Crime

9-year-old girl died from hyperthermia after her mother left her locked for 8 hours inside her vehicle “with water and cracked windows” in 97-degree heat while she was at work; mother charged

Texas – In a heartbreaking case in Texas that has sparked outrage and renewed calls for awareness, a 36-year-old mother, identified as Gbemisola A., has been charged with felony murder after her 9-year-old daughter, identified as Oluwasikemi A., died from hyperthermia inside a locked car where she had been left for eight hours in 97-degree heat.

According to authorities, Gbemisola drove to her job around 6 a.m., bringing her daughter along. Instead of making other arrangements, the mother left the 9-year-old locked inside the parked vehicle in the parking lot. She told investigators the child had been left “with water and cracked windows,” and a window shade placed on the windshield, which, authorities believe, made it difficult for anyone nearby to see the girl inside.

The vehicle became a furnace over the hours that followed. With outdoor temperatures soaring to 97 degrees, the inside of the car likely surpassed lethal temperatures in under an hour, according to experts. It wasn’t until around 2 p.m., when Gbemisola’s shift ended, that she returned to the car and found her daughter unresponsive. Emergency responders were called, and CPR was attempted before the child was transported to a local hospital. Oluwasikemi was pronounced dead shortly afterward. A subsequent report by the medical examiner confirmed that her death was caused by hyperthermia—extreme heat-related illness—and ruled it a homicide.

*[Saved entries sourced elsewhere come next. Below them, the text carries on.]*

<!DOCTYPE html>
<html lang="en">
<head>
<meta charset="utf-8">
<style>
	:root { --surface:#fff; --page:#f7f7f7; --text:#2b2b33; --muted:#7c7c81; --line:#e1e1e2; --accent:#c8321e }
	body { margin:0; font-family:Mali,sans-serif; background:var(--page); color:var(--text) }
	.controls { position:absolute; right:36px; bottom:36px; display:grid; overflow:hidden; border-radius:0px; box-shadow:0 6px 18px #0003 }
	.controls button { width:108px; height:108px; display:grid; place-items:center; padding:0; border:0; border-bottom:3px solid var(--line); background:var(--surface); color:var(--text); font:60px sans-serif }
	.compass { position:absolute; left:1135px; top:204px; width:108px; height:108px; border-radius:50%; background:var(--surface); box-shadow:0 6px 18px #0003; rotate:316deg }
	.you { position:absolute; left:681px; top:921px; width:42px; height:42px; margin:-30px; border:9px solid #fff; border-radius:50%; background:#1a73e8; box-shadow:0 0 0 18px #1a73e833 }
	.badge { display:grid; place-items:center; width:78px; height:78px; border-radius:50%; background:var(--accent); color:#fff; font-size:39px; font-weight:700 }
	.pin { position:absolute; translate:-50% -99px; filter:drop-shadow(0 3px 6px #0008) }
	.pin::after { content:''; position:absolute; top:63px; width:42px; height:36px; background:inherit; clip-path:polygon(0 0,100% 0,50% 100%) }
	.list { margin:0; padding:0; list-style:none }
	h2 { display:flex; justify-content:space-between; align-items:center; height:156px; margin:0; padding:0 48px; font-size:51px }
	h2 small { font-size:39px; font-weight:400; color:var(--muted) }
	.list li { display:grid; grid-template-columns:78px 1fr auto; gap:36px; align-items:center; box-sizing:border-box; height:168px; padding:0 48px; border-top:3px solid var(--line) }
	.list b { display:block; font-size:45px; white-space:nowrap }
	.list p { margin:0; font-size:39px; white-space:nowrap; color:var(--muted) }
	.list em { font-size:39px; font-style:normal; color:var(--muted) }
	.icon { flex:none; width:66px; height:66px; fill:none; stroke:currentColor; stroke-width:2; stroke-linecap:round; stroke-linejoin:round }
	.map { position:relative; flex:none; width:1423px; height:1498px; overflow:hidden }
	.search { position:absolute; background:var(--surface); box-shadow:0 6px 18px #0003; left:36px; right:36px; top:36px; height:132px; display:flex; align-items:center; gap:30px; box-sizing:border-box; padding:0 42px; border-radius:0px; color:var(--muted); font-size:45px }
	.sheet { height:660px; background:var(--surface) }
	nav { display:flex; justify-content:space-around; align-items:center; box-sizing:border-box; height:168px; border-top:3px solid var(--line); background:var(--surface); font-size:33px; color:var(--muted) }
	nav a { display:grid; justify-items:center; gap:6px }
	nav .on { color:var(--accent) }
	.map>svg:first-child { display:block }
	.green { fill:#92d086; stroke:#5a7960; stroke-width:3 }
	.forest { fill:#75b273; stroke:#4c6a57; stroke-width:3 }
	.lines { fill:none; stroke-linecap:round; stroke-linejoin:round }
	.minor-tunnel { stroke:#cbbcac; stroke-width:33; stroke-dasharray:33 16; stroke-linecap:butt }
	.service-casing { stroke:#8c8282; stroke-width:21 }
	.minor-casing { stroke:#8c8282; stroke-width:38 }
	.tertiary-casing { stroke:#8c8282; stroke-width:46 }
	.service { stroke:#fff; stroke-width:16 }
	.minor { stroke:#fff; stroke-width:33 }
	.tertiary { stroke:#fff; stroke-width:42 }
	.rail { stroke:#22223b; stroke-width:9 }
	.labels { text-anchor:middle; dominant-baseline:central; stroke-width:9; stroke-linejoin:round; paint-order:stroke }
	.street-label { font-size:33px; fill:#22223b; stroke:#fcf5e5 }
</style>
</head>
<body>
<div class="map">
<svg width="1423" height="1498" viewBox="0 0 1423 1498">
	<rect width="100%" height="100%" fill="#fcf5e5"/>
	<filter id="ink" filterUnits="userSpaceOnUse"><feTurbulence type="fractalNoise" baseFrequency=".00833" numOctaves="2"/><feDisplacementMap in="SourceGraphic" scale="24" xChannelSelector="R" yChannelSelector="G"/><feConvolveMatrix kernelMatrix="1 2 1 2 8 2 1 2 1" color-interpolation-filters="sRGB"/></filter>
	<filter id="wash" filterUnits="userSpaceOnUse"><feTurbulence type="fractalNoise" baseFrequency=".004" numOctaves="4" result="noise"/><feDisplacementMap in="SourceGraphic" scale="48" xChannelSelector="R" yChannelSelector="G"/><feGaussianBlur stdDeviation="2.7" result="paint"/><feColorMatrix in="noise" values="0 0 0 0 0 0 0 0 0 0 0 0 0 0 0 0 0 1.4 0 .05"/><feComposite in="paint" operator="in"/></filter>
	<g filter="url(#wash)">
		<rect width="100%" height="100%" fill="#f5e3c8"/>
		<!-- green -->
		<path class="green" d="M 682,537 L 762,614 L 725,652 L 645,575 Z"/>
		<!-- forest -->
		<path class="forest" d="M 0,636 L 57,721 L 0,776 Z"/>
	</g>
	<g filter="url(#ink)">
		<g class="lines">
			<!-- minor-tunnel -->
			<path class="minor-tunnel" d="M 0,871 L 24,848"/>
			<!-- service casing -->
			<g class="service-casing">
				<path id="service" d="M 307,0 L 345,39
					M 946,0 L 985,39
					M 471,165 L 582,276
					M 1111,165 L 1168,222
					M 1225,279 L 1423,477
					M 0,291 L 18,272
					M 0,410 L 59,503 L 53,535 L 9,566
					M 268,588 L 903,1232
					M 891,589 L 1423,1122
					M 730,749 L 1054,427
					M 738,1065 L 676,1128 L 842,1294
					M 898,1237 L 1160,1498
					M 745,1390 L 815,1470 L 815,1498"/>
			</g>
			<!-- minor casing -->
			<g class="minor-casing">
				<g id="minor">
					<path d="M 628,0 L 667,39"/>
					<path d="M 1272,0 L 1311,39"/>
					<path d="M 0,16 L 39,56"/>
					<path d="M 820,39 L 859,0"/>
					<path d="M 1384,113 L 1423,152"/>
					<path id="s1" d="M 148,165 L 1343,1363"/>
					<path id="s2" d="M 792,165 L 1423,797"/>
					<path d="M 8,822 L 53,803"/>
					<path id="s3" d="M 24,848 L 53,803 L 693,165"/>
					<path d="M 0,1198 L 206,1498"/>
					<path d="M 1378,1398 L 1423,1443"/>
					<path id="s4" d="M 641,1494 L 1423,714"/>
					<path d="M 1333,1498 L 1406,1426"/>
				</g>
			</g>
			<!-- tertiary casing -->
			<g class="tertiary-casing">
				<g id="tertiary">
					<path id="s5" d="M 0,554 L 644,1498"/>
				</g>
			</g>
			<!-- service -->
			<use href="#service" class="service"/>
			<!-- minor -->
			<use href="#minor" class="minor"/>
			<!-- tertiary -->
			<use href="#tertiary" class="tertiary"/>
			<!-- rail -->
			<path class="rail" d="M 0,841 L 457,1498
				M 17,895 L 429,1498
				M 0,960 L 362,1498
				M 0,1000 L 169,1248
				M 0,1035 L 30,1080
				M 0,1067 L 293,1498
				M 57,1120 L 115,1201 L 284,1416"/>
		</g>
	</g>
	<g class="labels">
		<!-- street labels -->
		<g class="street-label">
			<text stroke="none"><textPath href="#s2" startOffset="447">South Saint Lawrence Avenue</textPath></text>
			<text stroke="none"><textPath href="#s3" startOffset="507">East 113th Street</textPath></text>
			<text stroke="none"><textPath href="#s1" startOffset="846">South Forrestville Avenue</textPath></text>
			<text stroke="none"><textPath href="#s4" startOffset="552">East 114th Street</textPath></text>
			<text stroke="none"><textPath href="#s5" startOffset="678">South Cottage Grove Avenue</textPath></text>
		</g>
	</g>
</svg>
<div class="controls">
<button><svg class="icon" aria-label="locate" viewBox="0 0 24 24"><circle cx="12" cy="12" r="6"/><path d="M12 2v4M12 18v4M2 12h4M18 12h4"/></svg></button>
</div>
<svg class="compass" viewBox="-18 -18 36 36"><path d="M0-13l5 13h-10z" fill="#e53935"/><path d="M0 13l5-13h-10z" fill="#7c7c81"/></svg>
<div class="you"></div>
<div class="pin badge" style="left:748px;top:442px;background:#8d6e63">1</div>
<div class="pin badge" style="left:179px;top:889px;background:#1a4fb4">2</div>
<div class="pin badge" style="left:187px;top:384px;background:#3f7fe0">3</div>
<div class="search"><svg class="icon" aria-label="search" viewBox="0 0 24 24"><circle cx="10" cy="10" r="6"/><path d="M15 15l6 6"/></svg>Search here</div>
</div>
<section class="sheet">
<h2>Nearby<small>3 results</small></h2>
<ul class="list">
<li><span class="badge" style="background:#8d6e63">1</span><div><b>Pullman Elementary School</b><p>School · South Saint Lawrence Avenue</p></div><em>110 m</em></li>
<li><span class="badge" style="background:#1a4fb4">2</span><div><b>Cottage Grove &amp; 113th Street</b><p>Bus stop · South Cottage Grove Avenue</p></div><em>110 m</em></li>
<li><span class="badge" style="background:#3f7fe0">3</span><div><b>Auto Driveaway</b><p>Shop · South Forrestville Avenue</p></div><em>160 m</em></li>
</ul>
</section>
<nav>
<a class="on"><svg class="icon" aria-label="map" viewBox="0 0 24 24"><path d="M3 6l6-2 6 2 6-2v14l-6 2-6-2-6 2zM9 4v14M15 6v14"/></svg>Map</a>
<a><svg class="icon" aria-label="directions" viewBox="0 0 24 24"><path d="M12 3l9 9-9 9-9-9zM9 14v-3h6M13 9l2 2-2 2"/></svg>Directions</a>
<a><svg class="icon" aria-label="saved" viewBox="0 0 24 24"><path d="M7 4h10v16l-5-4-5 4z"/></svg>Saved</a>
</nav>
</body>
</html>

The charges filed against Gbemisola fall under Texas’s felony murder statute, which allows for murder charges when someone dies during the commission of a felony, even if the death was unintentional. In this case, the underlying felony was the reckless endangerment of a child. While many hot car deaths involve infants or toddlers left behind unintentionally, experts say this case is different. J. Null, a meteorology professor and national expert on pediatric hot car deaths, explained that deaths involving older children and deliberate decisions to leave them inside vehicles account for a minority of cases—roughly 20%. “This isn’t a parent forgetting,” Null explained. “It’s someone knowingly leaving a child in a car. Not to do them harm, but while they go to work, go to a casino, or meet someone.”

Doctors emphasize that a child’s body heats up three to five times faster than an adult’s. According to health professionals, a core body temperature exceeding 104°F can cause brain and organ failure—and it can happen in minutes. Even with “cracked windows,” temperatures inside a parked vehicle can rise by 19 degrees in just 10 minutes. That means that by the time Gbemisola had completed even her first hour of work, her daughter’s life was already in danger.

Authorities have not released further information regarding a potential trial date, and it remains unclear whether Gbemisola has retained legal counsel. She was arrested and booked into the county jail. Meanwhile, public safety officials continue urging the public: never leave a child alone in a vehicle, not even for a minute. For Oluwasikemi, that one decision proved fatal. Her death joins the dozens of others recorded annually across the country, all preventable, all devastating.